We need to show that the matrix \(X\) is unique (with respect to \(A\)). The proof is by contradiction. We assume that \(A\) has associated with it 2 matrices with the above properties, \(X\) and \(Y\) and we will show that \(X=Y\), hence \(X\) is unique for \(A.\)

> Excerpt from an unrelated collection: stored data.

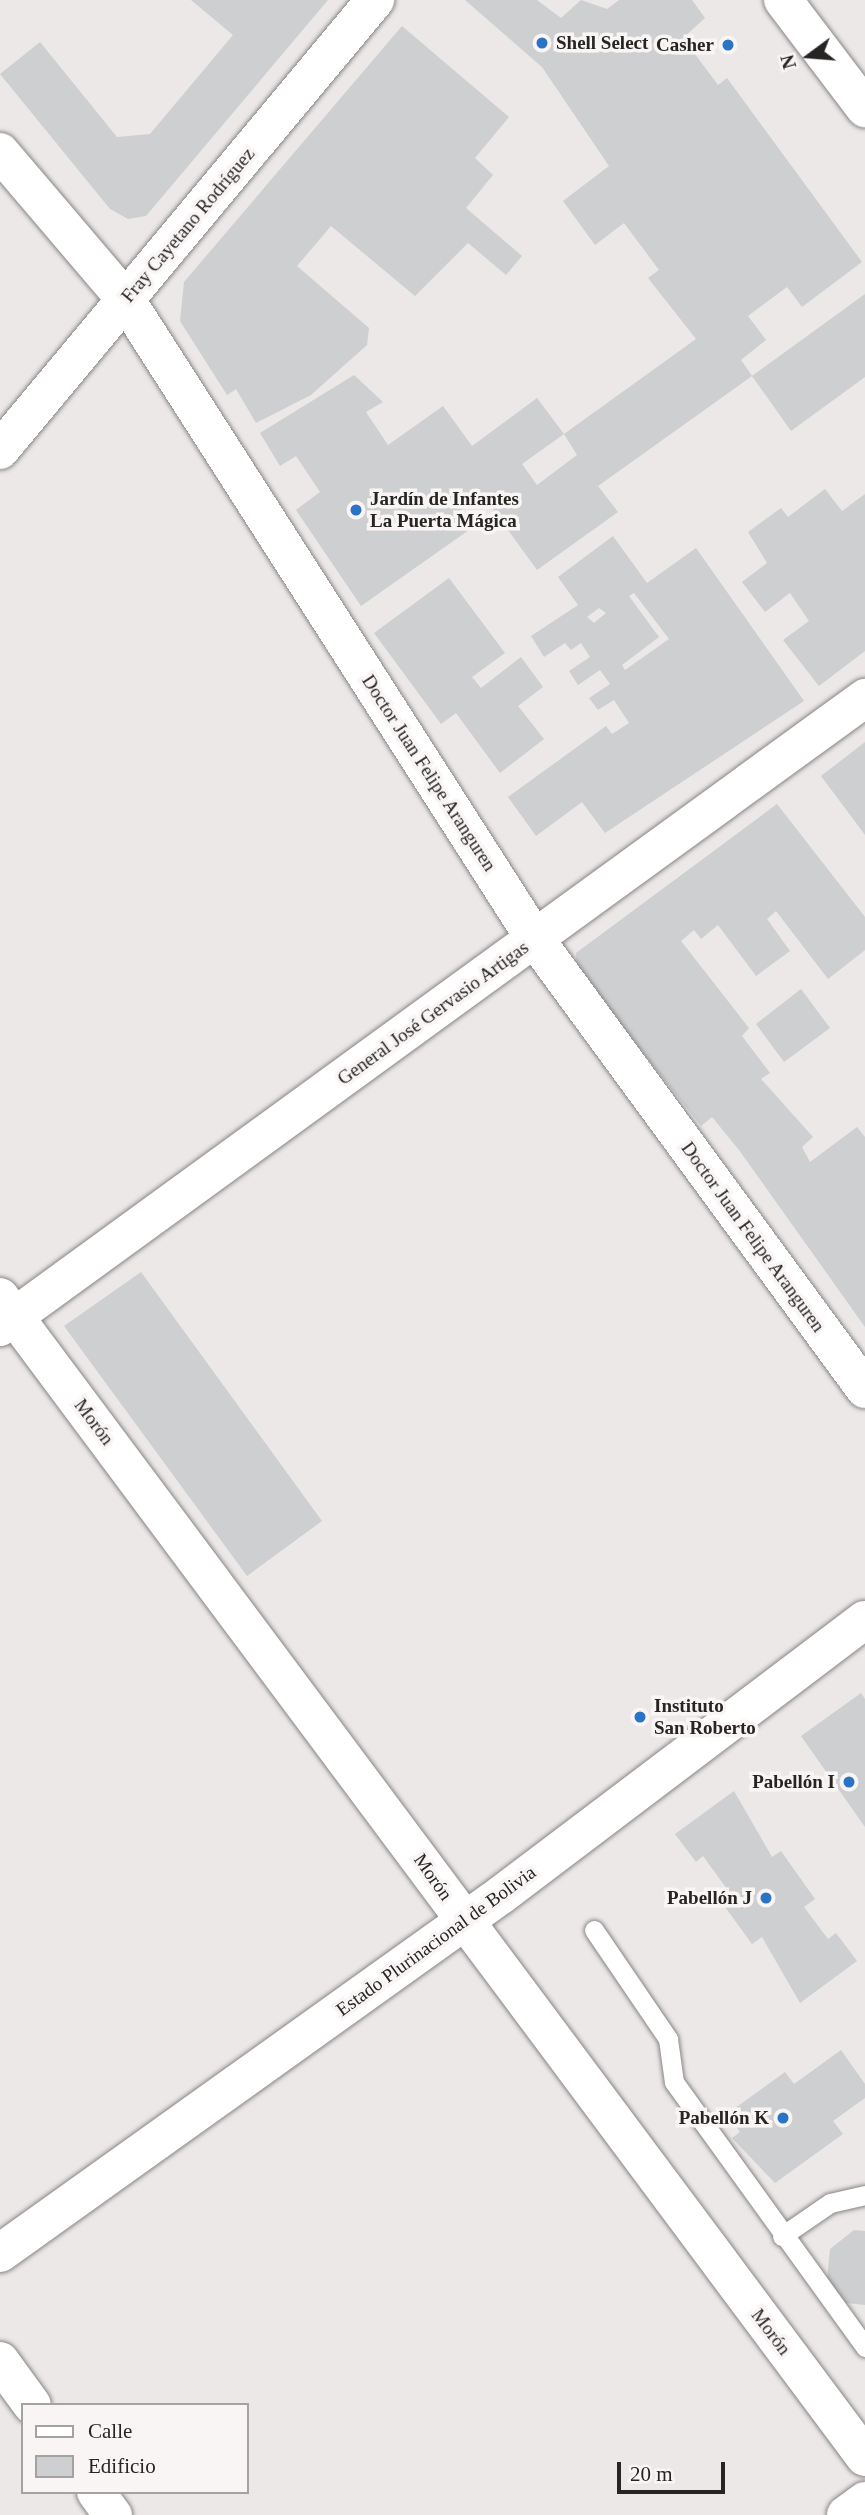 <!DOCTYPE html>
<meta charset="utf-8">
<style>
body{margin:0}
#map{position:relative;width:865px;height:2515px;overflow:hidden;background:#ebe8e7;font-family:Georgia,serif}
div>[style]{position:absolute}
[style*='--x']{left:calc(var(--x)*1px);top:calc(var(--y)*1px);width:calc(var(--w)*1px);rotate:calc(var(--a)*1deg)}
.building>*{inset:0;background:#cdcfd1}
.roads{filter:drop-shadow(0 0 2px #888584) drop-shadow(0 0 2px #888584)}
.service>*{height:19px;margin:-9.5px;padding:0 9.5px;transform-origin:9.5px;border-radius:9.5px;background:#fff}
.minor>*{height:38px;margin:-19px;padding:0 19px;transform-origin:19px;border-radius:19px;background:#fff}
.secondary>*{height:38px;margin:-19px;padding:0 19px;transform-origin:19px;border-radius:19px;background:#fff}
.dots>*{width:19px;height:19px;translate:-50% -50%;box-sizing:border-box;border:4px solid #f9f5f4;border-radius:50%}
span{translate:-50% -50%;white-space:nowrap;text-align:center;line-height:1.15;-webkit-text-stroke:7px #f9f5f4;paint-order:stroke}
.poi-label{font-size:19px;color:#262524;font-weight:700}
.left{translate:0 -50%;text-align:left}
.right{translate:-100% -50%;text-align:right}
.street-label{font-size:19px;color:#262524}
.legend{position:absolute;left:21px;top:2403px;width:228px;height:91px;box-sizing:border-box;background:#f9f5f4;border:2px solid #a5a2a1;margin:0;padding:9px 12px;list-style:none;font-size:21px;color:#262524}
.legend li{display:flex;align-items:center;gap:14px;height:35px}
.legend b{width:35px;border:2px solid #a5a2a1}
.north{position:absolute;left:774px;top:21px;width:70px;height:70px;-webkit-text-stroke:5px #f9f5f4;paint-order:stroke;rotate:254deg;font-size:19px;font-weight:700;line-height:28px;text-align:center;color:#262524}
.north::after{content:'';display:block;margin:auto;width:24px;height:32px;background:#262524;clip-path:polygon(50% 0,100% 100%,50% 72%,0 100%)}
.scale{position:absolute;left:617px;top:2462px;width:108px;height:32px;box-sizing:border-box;border:4px solid #262524;border-top:0;padding-left:9px;font-size:21px;line-height:24px;white-space:nowrap;color:#262524;-webkit-text-stroke:5px #f9f5f4;paint-order:stroke}
</style>
<div id="map">
<div class="building">
<i style="clip-path:polygon(191px 0,328px 0,146px 216px,128px 219px,110px 209px,0 74px,40px 42px,117px 137px,150px 134px,233px 35px)"></i>
<i style="clip-path:polygon(evenodd,465px 0,537px 0,561px 18px,581px 0,607px 9px,619px 0,692px 0,705px 18px,683px 38px,718px 85px,727px 78px,862px 262px,802px 307px,787px 287px,748px 316px,766px 340px,741px 360px,752px 376px,598px 486px,618px 512px,537px 570px,482px 494px,457px 513px,469px 530px,361px 606px,296px 510px,320px 492px,296px 456px,280px 466px,260px 433px,354px 375px,383px 402px,366px 412px,388px 445px,443px 406px,472px 446px,537px 398px,564px 434px,696px 339px,648px 278px,659px 270px,624px 223px,595px 245px,563px 201px,609px 166px,542px 67px,465px 0,564px 434px,577px 455px,537px 485px,522px 464px,564px 434px)"></i>
<i style="clip-path:polygon(402px 26px,509px 117px,475px 158px,493px 175px,466px 208px,522px 256px,506px 275px,468px 243px,415px 296px,331px 226px,297px 266px,369px 328px,367px 345px,311px 395px,256px 423px,236px 389px,227px 395px,180px 321px,184px 282px)"></i>
<i style="clip-path:polygon(865px 294px,865px 377px,791px 431px,752px 376px)"></i>
<i style="clip-path:polygon(825px 489px,842px 511px,865px 494px,865px 651px,819px 686px,783px 640px,809px 621px,790px 593px,765px 612px,742px 582px,767px 563px,748px 532px,781px 508px,788px 517px)"></i>
<i style="clip-path:polygon(evenodd,613px 536px,647px 583px,696px 548px,804px 701px,605px 833px,582px 802px,536px 836px,508px 797px,606px 726px,612px 734px,629px 723px,614px 700px,598px 710px,589px 698px,610px 684px,600px 670px,578px 685px,569px 671px,590px 657px,581px 643px,571px 650px,565px 643px,544px 657px,531px 636px,578px 605px,558px 577px,613px 536px,634px 593px,669px 639px,625px 670px,622px 665px,659px 637px,629px 596px,634px 593px,613px 536px,599px 608px,606px 613px,594px 623px,587px 617px,599px 608px)"></i>
<i style="clip-path:polygon(449px 578px,505px 653px,472px 677px,481px 688px,521px 657px,543px 687px,518px 706px,544px 739px,500px 773px,456px 713px,441px 724px,374px 633px)"></i>
<i style="clip-path:polygon(865px 742px,865px 835px,821px 776px)"></i>
<i style="clip-path:polygon(777px 804px,865px 917px,865px 950px,828px 979px,776px 911px,767px 919px,790px 951px,756px 976px,718px 925px,701px 939px,694px 930px,681px 941px,749px 1028px,742px 1036px,770px 1073px,761px 1079px,813px 1137px,802px 1147px,810px 1162px,857px 1127px,865px 1137px,865px 1327px,739px 1150px,712px 1117px,701px 1126px,577px 970px,576px 953px)"></i>
<i style="clip-path:polygon(801px 989px,830px 1028px,784px 1062px,756px 1024px)"></i>
<i style="clip-path:polygon(141px 1272px,322px 1521px,247px 1576px,64px 1326px)"></i>
<i style="clip-path:polygon(861px 1693px,865px 1699px,865px 1827px,801px 1736px)"></i>
<i style="clip-path:polygon(734px 1791px,772px 1857px,781px 1851px,815px 1899px,804px 1907px,828px 1939px,836px 1933px,857px 1961px,800px 2003px,762px 1937px,752px 1944px,717px 1896px,727px 1889px,703px 1856px,696px 1862px,675px 1834px)"></i>
<i style="clip-path:polygon(841px 2050px,865px 2084px,865px 2098px,833px 2121px,843px 2134px,775px 2183px,732px 2138px,740px 2132px,727px 2114px,785px 2072px,794px 2084px)"></i>
<i style="clip-path:polygon(854px 2230px,865px 2231px,865px 2305px,846px 2303px,827px 2279px,830px 2249px)"></i>
</div>
<div class="roads">
<div class="service">
<i style="--x:594;--y:1930;--w:132;--a:55.8"></i>
<i style="--x:668;--y:2039;--w:43;--a:82.1"></i>
<i style="--x:674;--y:2082;--w:327;--a:54.2"></i>
<i style="--x:782;--y:2236;--w:58;--a:-34.5"></i>
<i style="--x:830;--y:2203;--w:36;--a:-13"></i>
</div>
<div class="minor">
<i style="--x:0;--y:152;--w:194;--a:49.6"></i>
<i style="--x:126;--y:300;--w:759;--a:57.38"></i>
<i style="--x:535;--y:939;--w:558;--a:53.75"></i>
<i style="--x:0;--y:450;--w:586;--a:-50.19"></i>
<i style="--x:0;--y:1297;--w:1447;--a:53.29"></i>
<i style="--x:0;--y:1327;--w:1070;--a:-36.02"></i>
<i style="--x:0;--y:2253;--w:616;--a:-35.55"></i>
<i style="--x:501;--y:1895;--w:456;--a:-37.1"></i>
<i style="--x:0;--y:2361;--w:54;--a:54"></i>
<i style="--x:96;--y:2492;--w:29;--a:54"></i>
<i style="--x:846;--y:2515;--w:24;--a:-36"></i>
</div>
<div class="secondary">
<i style="--x:783;--y:0;--w:136;--a:52.8"></i>
</div>
</div>
<div class="dots">
<i style="left:542px;top:43px;background:#2b74c4"></i>
<i style="left:728px;top:45px;background:#2b74c4"></i>
<i style="left:356px;top:510px;background:#2b74c4"></i>
<i style="left:640px;top:1717px;background:#2b74c4"></i>
<i style="left:849px;top:1782px;background:#2b74c4"></i>
<i style="left:766px;top:1898px;background:#2b74c4"></i>
<i style="left:783px;top:2118px;background:#2b74c4"></i>
</div>
<div class="poi-label">
<span class="left" style="left:556px;top:43px">Shell Select</span>
<span class="right" style="left:714px;top:45px">Casher</span>
<span class="left" style="left:370px;top:510px">Jardín de Infantes<br>La Puerta Mágica</span>
<span class="left" style="left:654px;top:1717px">Instituto<br>San Roberto</span>
<span class="right" style="left:835px;top:1782px">Pabellón I</span>
<span class="right" style="left:752px;top:1898px">Pabellón J</span>
<span class="right" style="left:769px;top:2118px">Pabellón K</span>
</div>
<div class="street-label">
<span style="left:188px;top:225px;rotate:-50deg">Fray Cayetano Rodríguez</span>
<span style="left:429px;top:773px;rotate:57deg">Doctor Juan Felipe Aranguren</span>
<span style="left:433px;top:1013px;rotate:-36deg">General José Gervasio Artigas</span>
<span style="left:753px;top:1237px;rotate:54deg">Doctor Juan Felipe Aranguren</span>
<span style="left:94px;top:1422px;rotate:53deg">Morón</span>
<span style="left:433px;top:1877px;rotate:55deg">Morón</span>
<span style="left:436px;top:1941px;rotate:-36deg">Estado Plurinacional de Bolivia</span>
<span style="left:771px;top:2332px;rotate:53deg">Morón</span>
</div>
<ul class="legend">
<li><b style="height:9px;background:#fff"></b>Calle</li>
<li><b style="height:19px;background:#cdcfd1"></b>Edificio</li>
</ul>
<div class="north">N</div>
<div class="scale">20 m</div>
</div>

The proof starts by saying \(X=XAX\) and through number of substitution steps using the above 4 we obtain \(Y\) as follows

\begin {align*} X & =X\overset {AYA}{\overbrace {A}}X\ \ \ \ \ \ \ \\ & =XAYAX\\ & =X\overset {AYA}{\overbrace {A}}Y\overset {AYA}{\overbrace {A}}X\\ & =XAYAYAYAX\\ & =\left (XA\right ) ^{H}\left (YA\right ) ^{H}Y\left (AY\right ) ^{H}\left (AX\right ) ^{H}\ \ \ \ \text {using property 3,4}\\ & =A^{H}X^{H}A^{H}Y^{H}YY^{H}A^{H}X^{H}A^{H}\\ & =\left (AXA\right ) ^{H}Y^{H}YY^{H}\left (AXA\right ) ^{H}\\ & =\overbrace {\left (AXA\right ) }^{H}Y^{H}YY^{H}\overbrace {\left ( AXA\right ) }^{H}\\ & =\relax (A) ^{H}Y^{H}YY^{H}\relax (A) ^{H}\text { \ \ \ \ \ \ \ property 1}\\ & =\left (YA\right ) ^{H}Y\left (AY\right ) ^{H}\\ & =YAYAY\text { \ \ \ property 4 and 3}\\ & =YAY\text { \ \ property 2}\\ & =Y\text { \ \ property 2} \end {align*}

Hence \(X=Y\), so \(X\) is unique.

2.2.1.5 Theorem 4: \(A^{+}\) satisfies Penrose properties hence unique

Theorem: The pseudo inverse of a matrix has four Penrose properties. hence each matrix has a unique pseudo inverse \(A^{+}\)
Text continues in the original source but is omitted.